This blog describes the daily activities associated with the RENU rocket. This rocket is being launched in Norway, over Svalbard, to study northern lights and how this might affect our upper atmosphere.
Greetings to the 7th graders at Oyster River!!! Please don't hesitate to ask questions, which you can post to the blog!
Saturday, November 27, 2010
Welcome to a blog that will describe what we are doing with the RENU rocket. Before getting into any details, I should explain what we are trying to do.
From the point of view of science goals, we are trying to see if the same things that cause the northern lights might also heat up the very high altitude part of the atmosphere and cause plumes of oxygen to stream upwards - something like 1000 km or maybe more.
In order to do this, we have put a large rocket together which is now ready to go, from the north coast of Norway. We, on the other hand, are sitting in a place called Longyearbyen in Svalbard (VERY far north). We are sitting here so we can get a good look at the sky above to see aurora and decide when to launch. Once launched, the rocket will fly right over us, measuring many different things as it does so.

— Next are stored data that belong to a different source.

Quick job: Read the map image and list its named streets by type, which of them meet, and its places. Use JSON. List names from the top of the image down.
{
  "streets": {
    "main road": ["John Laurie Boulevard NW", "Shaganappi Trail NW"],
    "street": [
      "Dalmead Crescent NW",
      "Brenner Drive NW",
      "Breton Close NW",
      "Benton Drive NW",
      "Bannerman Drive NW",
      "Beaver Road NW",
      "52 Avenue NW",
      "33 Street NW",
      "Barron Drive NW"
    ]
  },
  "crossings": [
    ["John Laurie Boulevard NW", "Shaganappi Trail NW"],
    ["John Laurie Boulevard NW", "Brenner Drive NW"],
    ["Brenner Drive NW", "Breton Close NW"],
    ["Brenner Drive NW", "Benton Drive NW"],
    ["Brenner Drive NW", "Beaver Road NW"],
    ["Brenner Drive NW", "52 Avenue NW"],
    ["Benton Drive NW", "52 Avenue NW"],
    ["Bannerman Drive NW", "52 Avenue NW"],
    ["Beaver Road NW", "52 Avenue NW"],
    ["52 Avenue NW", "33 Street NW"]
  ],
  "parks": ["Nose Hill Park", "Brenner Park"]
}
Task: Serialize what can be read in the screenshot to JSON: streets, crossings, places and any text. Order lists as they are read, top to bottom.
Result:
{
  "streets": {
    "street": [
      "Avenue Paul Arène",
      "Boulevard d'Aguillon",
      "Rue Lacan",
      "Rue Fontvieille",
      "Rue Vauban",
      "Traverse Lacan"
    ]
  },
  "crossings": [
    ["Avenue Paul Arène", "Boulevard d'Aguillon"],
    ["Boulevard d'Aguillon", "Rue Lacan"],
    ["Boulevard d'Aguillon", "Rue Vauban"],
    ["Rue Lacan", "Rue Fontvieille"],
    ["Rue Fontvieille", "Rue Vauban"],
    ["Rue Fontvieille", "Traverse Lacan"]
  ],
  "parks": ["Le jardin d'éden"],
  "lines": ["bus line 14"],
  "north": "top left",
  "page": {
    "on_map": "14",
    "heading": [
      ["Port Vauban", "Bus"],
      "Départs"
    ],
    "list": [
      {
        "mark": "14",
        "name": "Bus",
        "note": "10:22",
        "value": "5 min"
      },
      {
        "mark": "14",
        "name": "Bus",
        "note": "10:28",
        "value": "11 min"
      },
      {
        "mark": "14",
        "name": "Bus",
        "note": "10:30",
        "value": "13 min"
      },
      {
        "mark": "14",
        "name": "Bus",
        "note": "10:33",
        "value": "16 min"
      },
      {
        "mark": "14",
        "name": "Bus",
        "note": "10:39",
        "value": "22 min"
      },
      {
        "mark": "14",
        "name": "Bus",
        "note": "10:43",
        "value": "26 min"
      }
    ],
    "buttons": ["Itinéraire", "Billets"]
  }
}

We are just finishing preparations. Below is a photo of the rocket just before it was placed on the launch rail. The rocket is actually quite big. It is a four stage rocket, meaning that there are four rocket motors that fire one after the other. The total length is about 67 feet, but the diameter is only about 17 inches. It will reach an altitude of about 475 km and travel a distance of more than 1000 km.
Once the rocket is on the "launch rail", it becomes our job to monitor the skies above and the solar wind in space to decided when to launch. So far, things are still being finished up with the payload assembly.